Soviet Arsenal ship concept ? That midships feature looks like a "Workers Cooperative Missile Farm" or some such....

Regards & all,

Thomas L. Nielsen
Luxembourg
 
Any word on the type of missile? Looks like 200 SS-N-9s which would ruin any carrier's day though how you could get that thing close enough to launch them is beyond me.
 
According to "snake65" at the Warship Projects Discussion Boards 3.0 the ship was a design by Nevsky PKB.

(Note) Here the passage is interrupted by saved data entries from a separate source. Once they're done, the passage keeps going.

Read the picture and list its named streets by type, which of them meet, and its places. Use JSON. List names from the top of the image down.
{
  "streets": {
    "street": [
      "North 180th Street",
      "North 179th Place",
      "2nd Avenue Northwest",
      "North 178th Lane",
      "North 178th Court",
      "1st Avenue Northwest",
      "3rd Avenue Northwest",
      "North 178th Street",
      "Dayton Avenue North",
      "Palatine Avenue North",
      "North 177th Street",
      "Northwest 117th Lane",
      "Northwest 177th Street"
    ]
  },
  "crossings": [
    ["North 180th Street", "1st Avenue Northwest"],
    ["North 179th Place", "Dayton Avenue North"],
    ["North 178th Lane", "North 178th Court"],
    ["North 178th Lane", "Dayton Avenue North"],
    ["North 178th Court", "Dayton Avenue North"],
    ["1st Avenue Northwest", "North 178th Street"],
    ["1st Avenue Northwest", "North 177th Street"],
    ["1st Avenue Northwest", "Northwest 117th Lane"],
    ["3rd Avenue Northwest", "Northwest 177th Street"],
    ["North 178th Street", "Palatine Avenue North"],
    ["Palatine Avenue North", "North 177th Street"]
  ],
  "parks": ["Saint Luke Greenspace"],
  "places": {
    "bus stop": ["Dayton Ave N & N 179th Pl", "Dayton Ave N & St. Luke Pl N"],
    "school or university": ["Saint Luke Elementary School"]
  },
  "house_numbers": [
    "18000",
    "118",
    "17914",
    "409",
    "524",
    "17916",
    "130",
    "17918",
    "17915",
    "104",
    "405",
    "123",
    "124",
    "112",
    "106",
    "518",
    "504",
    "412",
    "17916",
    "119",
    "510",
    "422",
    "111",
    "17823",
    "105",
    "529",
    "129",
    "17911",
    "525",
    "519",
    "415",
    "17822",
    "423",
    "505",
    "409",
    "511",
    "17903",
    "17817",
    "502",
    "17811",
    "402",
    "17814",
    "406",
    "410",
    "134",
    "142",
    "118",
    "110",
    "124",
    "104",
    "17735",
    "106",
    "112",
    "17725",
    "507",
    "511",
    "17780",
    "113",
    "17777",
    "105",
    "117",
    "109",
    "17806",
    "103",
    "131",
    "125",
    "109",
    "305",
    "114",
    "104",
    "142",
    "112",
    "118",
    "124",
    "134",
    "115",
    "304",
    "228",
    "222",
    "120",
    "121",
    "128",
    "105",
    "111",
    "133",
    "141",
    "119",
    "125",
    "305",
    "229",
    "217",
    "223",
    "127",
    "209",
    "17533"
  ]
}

The ship was designed for Elbrus land attack missiles intended to replace Tochka-S missiles. Elbrus was designed by MIT and was 9.7x1.1 meters, 7600 kg and 1000 km range. Elbrus was aborted when MIT was switched to design Pioneer MRBM.
So, 1080 was in effect a land-attack arsenal ship. It's architecture by the way looks quite similar to 1941 intelligence gathering ship. It's possible, that the hull was started and later used for unique 1941.
http://www.phpbbplanet.com/forum/viewtopic.php?t=3080&mforum=warshipprojects

I thought it was a very interesting design because it resembles the US Navy and DARPA Arsenal Ship, so I decided to share it. The line drawing comes from the book whose cover image I have attached below. I was hoping that our Russian friends might have a copy of this book and might tell us more about this concept.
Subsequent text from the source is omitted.